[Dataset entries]
---
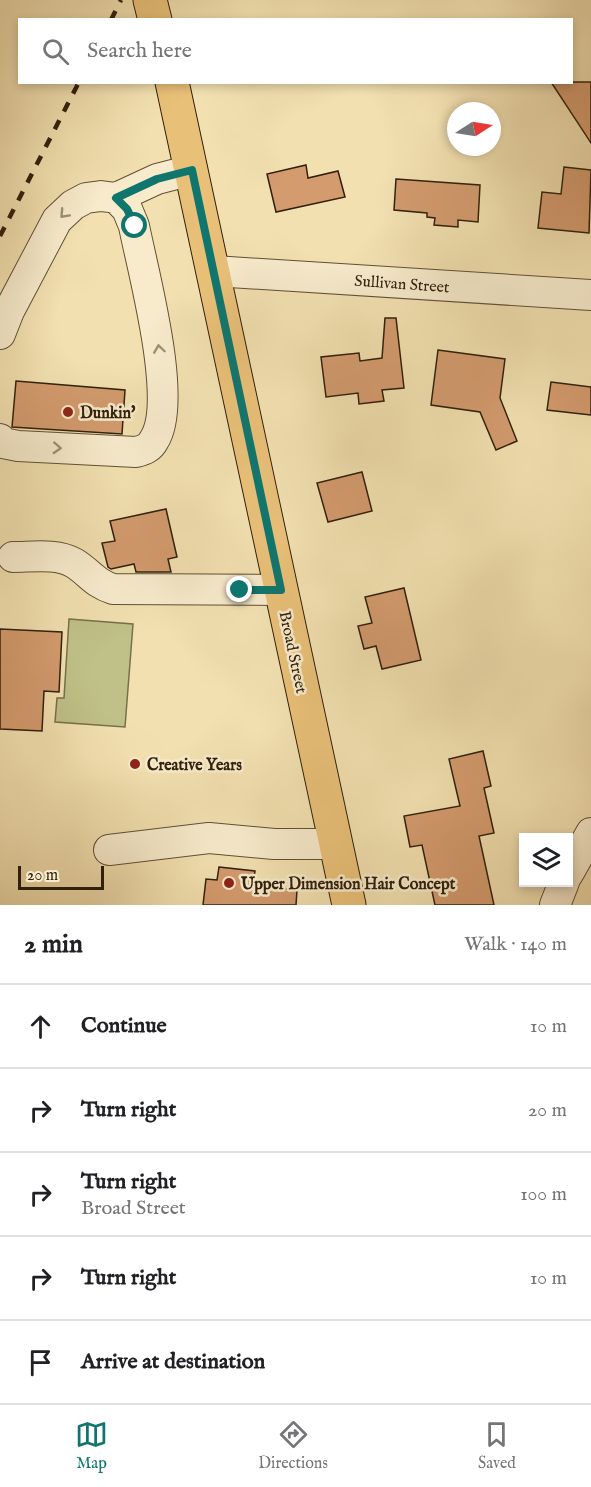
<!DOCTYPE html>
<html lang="en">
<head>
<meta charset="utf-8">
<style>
  :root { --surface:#fff; --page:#f6f6f6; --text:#202124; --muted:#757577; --line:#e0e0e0; --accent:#0f766e }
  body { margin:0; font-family:"IM FELL English",serif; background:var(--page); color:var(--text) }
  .controls { position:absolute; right:18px; bottom:18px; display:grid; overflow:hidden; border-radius:0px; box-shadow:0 3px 9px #0003 }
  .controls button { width:54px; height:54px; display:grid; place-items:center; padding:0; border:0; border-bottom:2px solid var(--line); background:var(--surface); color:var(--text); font:30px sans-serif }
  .compass { position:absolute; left:447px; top:102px; width:54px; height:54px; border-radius:50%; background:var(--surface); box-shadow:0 3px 9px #0003; rotate:78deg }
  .scale { position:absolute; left:18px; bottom:15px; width:86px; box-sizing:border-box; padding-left:6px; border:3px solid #30200c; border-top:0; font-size:16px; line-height:21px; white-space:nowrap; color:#30200c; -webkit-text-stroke:4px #f7ebcc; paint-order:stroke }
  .stop { position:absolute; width:18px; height:18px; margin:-14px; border:4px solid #0f766e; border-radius:50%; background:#fff }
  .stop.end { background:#0f766e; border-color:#fff; box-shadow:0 2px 6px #0008 }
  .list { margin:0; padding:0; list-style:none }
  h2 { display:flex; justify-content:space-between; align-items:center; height:78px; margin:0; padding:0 24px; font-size:26px }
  h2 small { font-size:20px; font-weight:400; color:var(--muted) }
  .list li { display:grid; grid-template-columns:39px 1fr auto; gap:18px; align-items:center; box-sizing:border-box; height:84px; padding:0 24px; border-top:2px solid var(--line) }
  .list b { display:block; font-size:22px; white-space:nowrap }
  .list p { margin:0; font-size:20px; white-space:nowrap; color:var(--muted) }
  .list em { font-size:20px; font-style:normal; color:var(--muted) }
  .icon { flex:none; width:33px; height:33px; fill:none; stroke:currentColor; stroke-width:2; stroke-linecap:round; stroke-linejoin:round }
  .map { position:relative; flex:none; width:591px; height:905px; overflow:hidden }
  .search { position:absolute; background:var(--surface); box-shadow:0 3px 9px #0003; left:18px; right:18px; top:18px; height:66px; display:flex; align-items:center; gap:15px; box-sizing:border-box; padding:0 21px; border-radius:0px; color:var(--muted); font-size:22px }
  .sheet { height:498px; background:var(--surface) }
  nav { display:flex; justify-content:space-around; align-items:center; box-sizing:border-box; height:84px; border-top:2px solid var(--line); background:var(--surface); font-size:16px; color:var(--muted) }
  nav a { display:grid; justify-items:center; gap:3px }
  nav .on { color:var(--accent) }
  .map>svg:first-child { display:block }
</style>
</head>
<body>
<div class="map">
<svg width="591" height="905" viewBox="0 0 591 905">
  <rect width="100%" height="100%" fill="#f2e0b0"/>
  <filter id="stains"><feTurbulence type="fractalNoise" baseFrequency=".00333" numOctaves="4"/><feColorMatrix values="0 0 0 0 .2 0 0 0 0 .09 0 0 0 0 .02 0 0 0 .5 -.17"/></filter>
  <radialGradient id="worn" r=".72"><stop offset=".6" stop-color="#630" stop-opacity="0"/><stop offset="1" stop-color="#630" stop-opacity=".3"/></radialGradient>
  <path fill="#bfc188" stroke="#78704a" stroke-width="1.5" d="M69,619L133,624L125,727L55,722L57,698H64Z"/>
  <path fill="#d39b6e" stroke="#30200c" stroke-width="1.5" d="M551,82H591V143Z
    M306,165L308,178L338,171L345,197L276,212L267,174Z
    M564,167L591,170L589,233L538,228L542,192L561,194Z
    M396,179L480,185L478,222L458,220V227L434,225L435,218L427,217V213L394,210Z
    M385,318H396L404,388L382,390L384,401L359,404L358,393L326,397L321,357L359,353L360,361L382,358Z
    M438,350L505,359L500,398L517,441L496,450L480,412L431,405Z
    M16,381L125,390L122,434L12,427Z
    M551,382L591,387V415L547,410Z
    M362,472L372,511L328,522L317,483Z
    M166,509L177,557L168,559L171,572H136L134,564L111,569L108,567L102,543L115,541L110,521Z
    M404,588L421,660L382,669L376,646L364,649L358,626L372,623L365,597Z
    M0,629L62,632L59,692L44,691L42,731L0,729Z
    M483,751L491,786L484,788L494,833L479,836L494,905H435L422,845L410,847L404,816L460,806L449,759Z
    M219,867L255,871L253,885L297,890L296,905H203L206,879L217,880Z"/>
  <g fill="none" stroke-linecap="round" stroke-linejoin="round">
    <g stroke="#605035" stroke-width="32">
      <path id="minor" d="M214,271L591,295
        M0,334L9,311L57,220L73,205L86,198L101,196L116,198L157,179L192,170
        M0,439L3,443L18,446L136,452C144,450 150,448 154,440C179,402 143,272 134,226L127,209L116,198
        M13,557C32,557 57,553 74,563C89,572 94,583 113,589L281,590
        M109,850L209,838L274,844H336
        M568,874L591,833
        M555,905L564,882"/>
    </g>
    <g stroke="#30200c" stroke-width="35">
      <path id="major" d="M150,0L155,20
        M172,82L349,905"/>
    </g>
    <use href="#minor" stroke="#f7ebcc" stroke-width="30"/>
    <use href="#major" stroke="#e9c078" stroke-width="33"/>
    <path stroke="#30200c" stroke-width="4.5" stroke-dasharray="10 10" stroke-linecap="butt" d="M111,20L121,0
      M0,236L79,82"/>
  </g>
  <defs><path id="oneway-chevron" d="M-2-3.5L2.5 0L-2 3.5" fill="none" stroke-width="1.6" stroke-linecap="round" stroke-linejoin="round" transform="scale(1.5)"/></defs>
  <g stroke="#9d9076">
    <use href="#oneway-chevron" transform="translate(64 214) rotate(133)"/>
    <use href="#oneway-chevron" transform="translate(159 349) rotate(-98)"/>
    <use href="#oneway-chevron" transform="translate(57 448) rotate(3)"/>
  </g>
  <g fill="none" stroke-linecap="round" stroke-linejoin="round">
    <path stroke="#0f766e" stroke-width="8" d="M135,226L127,209L116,198L157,179L192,170L281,590H240"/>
  </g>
  <g fill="#8f2418" stroke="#f7ebcc" stroke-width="2">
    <circle cx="68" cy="412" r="6"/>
    <circle cx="135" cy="764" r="6"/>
    <circle cx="229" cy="883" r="6"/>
  </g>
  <g text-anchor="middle" stroke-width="5" stroke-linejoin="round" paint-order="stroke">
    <g font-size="16" fill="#30200c" stroke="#f7ebcc">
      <text transform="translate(402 283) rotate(4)" y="6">Sullivan Street</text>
      <text transform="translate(294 652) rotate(78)" y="6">Broad Street</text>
    </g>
    <g font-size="16" font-weight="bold" fill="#30200c" stroke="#f7ebcc" text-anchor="start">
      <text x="80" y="418">Dunkin'</text>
      <text x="147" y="770">Creative Years</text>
      <text x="241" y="889">Upper Dimension Hair Concept</text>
    </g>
  </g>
  <rect width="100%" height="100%" filter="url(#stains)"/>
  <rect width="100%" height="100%" fill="url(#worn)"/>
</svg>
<div class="controls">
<button><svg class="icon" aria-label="layers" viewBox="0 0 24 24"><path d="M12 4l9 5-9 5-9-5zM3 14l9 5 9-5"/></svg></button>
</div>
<svg class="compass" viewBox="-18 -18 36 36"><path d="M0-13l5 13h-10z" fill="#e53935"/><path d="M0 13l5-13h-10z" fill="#757577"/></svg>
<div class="scale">20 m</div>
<div class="stop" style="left:135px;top:226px"></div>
<div class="stop end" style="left:240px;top:590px"></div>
<div class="search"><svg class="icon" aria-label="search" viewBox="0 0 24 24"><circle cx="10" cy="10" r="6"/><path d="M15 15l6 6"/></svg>Search here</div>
</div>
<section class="sheet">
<h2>2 min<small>Walk · 140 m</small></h2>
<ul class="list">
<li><svg class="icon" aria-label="ahead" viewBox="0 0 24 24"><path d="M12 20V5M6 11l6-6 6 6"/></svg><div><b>Continue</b></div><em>10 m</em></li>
<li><svg class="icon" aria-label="right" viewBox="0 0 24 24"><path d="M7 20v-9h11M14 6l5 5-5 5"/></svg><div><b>Turn right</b></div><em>20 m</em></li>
<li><svg class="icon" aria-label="right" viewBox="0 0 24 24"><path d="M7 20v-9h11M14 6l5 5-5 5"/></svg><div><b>Turn right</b><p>Broad Street</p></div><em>100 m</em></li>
<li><svg class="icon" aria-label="right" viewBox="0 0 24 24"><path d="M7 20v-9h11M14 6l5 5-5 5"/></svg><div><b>Turn right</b></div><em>10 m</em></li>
<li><svg class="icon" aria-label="arrive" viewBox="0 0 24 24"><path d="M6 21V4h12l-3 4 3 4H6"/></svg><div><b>Arrive at destination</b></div></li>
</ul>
</section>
<nav>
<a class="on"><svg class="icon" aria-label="map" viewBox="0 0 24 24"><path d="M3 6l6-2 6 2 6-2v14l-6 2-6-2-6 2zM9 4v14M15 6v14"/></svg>Map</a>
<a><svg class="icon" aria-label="directions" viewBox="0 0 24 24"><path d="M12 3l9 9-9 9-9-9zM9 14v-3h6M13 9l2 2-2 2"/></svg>Directions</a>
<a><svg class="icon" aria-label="saved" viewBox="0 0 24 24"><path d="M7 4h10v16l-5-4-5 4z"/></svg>Saved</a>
</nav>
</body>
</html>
---
Brief. Identify the lines in the entries above that contain "compass", then copy them out.

Result of this exercise.
  .compass { position:absolute; left:447px; top:102px; width:54px; height:54px; border-radius:50%; background:var(--surface); box-shadow:0 3px 9px #0003; rotate:78deg }
<svg class="compass" viewBox="-18 -18 36 36"><path d="M0-13l5 13h-10z" fill="#e53935"/><path d="M0 13l5-13h-10z" fill="#757577"/></svg>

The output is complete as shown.